Quando um indiano desconhecido ajudou os judeus austríacos a escapar dos nazistas

"Deixa eu te contar um segredo. Seu avô ajudou famílias judias a escapar dos nazistas."

Aquela única frase de sua mãe desencadeou uma jornada de Vinay Gupta ao passado de seu avô. O que ele desenterrou foi uma história mais envolvente do que ficção: um ato de heroísmo pouco conhecido de um empresário indiano que arriscou tudo para salvar estranhos no momento mais sombrio da Europa.

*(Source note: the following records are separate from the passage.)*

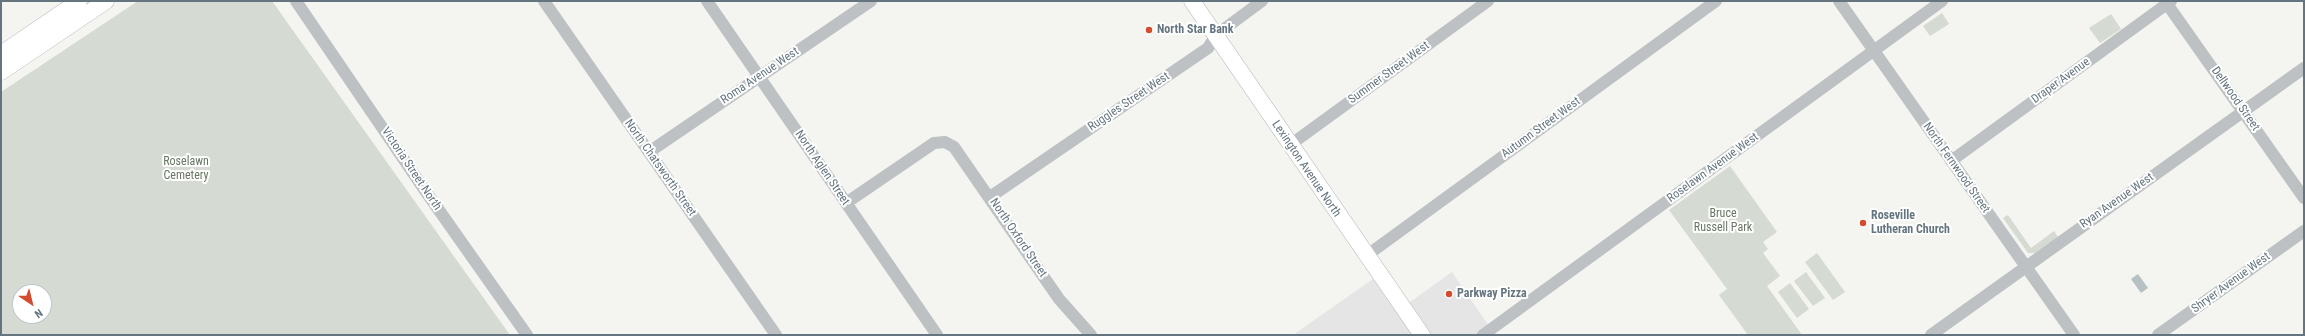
<!DOCTYPE html>
<html>
<head>
<meta charset="utf-8">
<style>
  body { margin:0 }
  #map { position:relative; width:2305px; height:336px; overflow:hidden; background:#f4f4f0; font-family:"Roboto Condensed",sans-serif }
  canvas { display:block }
  .frame { position:absolute; inset:0; border:2px solid #65757f; pointer-events:none }
  .north { position:absolute; left:12px; top:284px; width:40px; height:40px; box-sizing:border-box; background:#fff; border:1px solid #c1c8cc; border-radius:50%; rotate:145deg; font-size:11px; font-weight:700; line-height:16px; text-align:center; color:#65757f }
  .north::after { content:''; display:block; margin:auto; width:14px; height:18px; background:#d44c30; clip-path:polygon(50% 0,100% 100%,50% 72%,0 100%) }
</style>
</head>
<body>
<div id="map">
<canvas width="2305" height="336"></canvas>
<div class="frame"></div>
<div class="north">N</div>
</div>
<script>
const c = document.querySelector('canvas').getContext('2d');
c.lineJoin = 'round';
function fill(path, color) { c.fillStyle = color; c.fill(path, 'evenodd'); }
function strokePath(path, color, width, dash) { c.strokeStyle = color; c.lineWidth = width; c.lineCap = dash ? 'butt' : 'round'; c.setLineDash(dash || []); c.stroke(path); }
function write(font, color, halo, rows, align = 'center') {
  c.font = font + ' "Roboto Condensed",sans-serif'; c.lineWidth = 4; c.setLineDash([]); c.textBaseline = 'middle'; c.strokeStyle = halo; c.fillStyle = color; for (const [text, x, y, turn = 0] of rows) {
    c.save(); c.translate(x, y); c.rotate((+turn || 0) * Math.PI / 180); c.textAlign = isNaN(turn) ? turn : align; if (halo) c.strokeText(text, 0, 0); c.fillText(text, 0, 0); c.restore();
  }
}
fill(new Path2D(`
  M1452,272L1495,335H1293L1373,279L1396,312Z`), '#e4e5e4');
fill(new Path2D(`
  M138,1H272L510,335H1V92ZM20,292H44V316H20Z
  M1942,13L1949,24L1930,36L1923,26Z
  M2111,14L2121,29L2100,43L2089,28Z
  M1730,166L1777,232L1763,242L1768,249L1763,253L1780,276L1767,286L1802,335H1748L1719,295L1727,289L1669,210Z
  M2008,215L2031,248L2054,231L2058,237L2035,253H2028L2003,218Z
  M1817,253L1845,292L1833,300L1805,262Z
  M1806,272L1825,298L1813,306L1794,281Z
  M1790,283L1809,309L1797,318L1778,292Z`), '#d5dad2');
fill(new Path2D(`
  M2138,274L2148,288L2141,293L2131,279Z`), '#b6c1c4');
const major = new Path2D(`
  M1192,1L1422,335
  M1,54L79,1
  M1,72L106,1`);
strokePath(major, '#b1b5b8', 17);
strokePath(new Path2D(`
  M296,1L424,189L527,335
  M544,1L776,335
  M707,1L937,335
  M1839,1L2074,335
  M2165,1L2304,198
  M1290,145L1488,1
  M649,152L871,1
  M1951,161L2171,1
  M990,197L1208,48L1216,35L1262,1
  M846,203L934,143L945,142L954,147L1059,299L1091,335
  M1366,256L1716,1
  M1483,335L1942,1
  M1931,335L2304,68
  M2158,335L2304,231`), '#bdc1c4', 12);
strokePath(major, '#fff', 16);
for (const [x, y, r, color] of [
  [1149,30,4,"#d44c30"],
  [1863,223,4,"#d44c30"],
  [1449,294,4,"#d44c30"]
]) { const dot = new Path2D(); dot.arc(x, y, r, 0, 2 * Math.PI); c.fillStyle = color; c.fill(dot); strokePath(dot, '#fff', 1.5); }
write('bold 12px', '#65757f', '#fff', [
  ["North Star Bank",1157,30],
  ["Roseville",1871,216],
  ["Lutheran Church",1871,230],
  ["Parkway Pizza",1457,294]
], 'left');
write('12px', '#65757f', '#fff', [
  ["Summer Street West",1389,73,-36],
  ["Roma Avenue West",760,76,-34],
  ["Draper Avenue",2061,81,-36],
  ["Dellwood Street",2235,99,55],
  ["Ruggles Street West",1129,102,-34],
  ["Autumn Street West",1541,128,-36],
  ["North Chatsworth Street",660,168,55],
  ["North Aglen Street",822,168,56],
  ["Roselawn Avenue West",1713,168,-36],
  ["North Fernwood Street",1956,168,55],
  ["Victoria Street North",411,169,56],
  ["Lexington Avenue North",1306,169,56],
  ["Ryan Avenue West",2117,201,-35],
  ["North Oxford Street",1018,238,56],
  ["Shryer Avenue West",2231,283,-36]
]);
write('12px', '#687663', '#fff', [
  ["Roselawn",186,162],
  ["Cemetery",186,176],
  ["Bruce",1723,214],
  ["Russell Park",1723,228]
]);
</script>
</body>
</html>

Não se tratava apenas de compaixão; tratava-se de logística, risco e determinação. De volta à Índia, Kundanlal abriu um negócio para empregar judeus, construiu casas para acomodá-los — apenas para ver os britânicos declará-los "estrangeiros inimigos" e detê-los assim que a Segunda Guerra Mundial eclodiu.

A vida de Kundanlal parece um épico: um garoto pobre de Ludhiana, casado aos 13 anos, que vendia de tudo, de madeira e sal a equipamentos de laboratório e rodas de carroça de boi. Ele também administrava uma loja de roupas e uma fábrica de fósforos. Foi o primeiro da turma em Lahore, ingressando no serviço público colonial aos 22 anos, mas renunciou a tudo para participar do movimento pela liberdade e dedicar-se à construção de fábricas.

Ele apertou a mão do líder da independência da Índia e, mais tarde, seu primeiro-ministro, Jawaharlal Nehru, e cruzou o caminho da atriz Devika Rani em um navio a vapor para a Europa.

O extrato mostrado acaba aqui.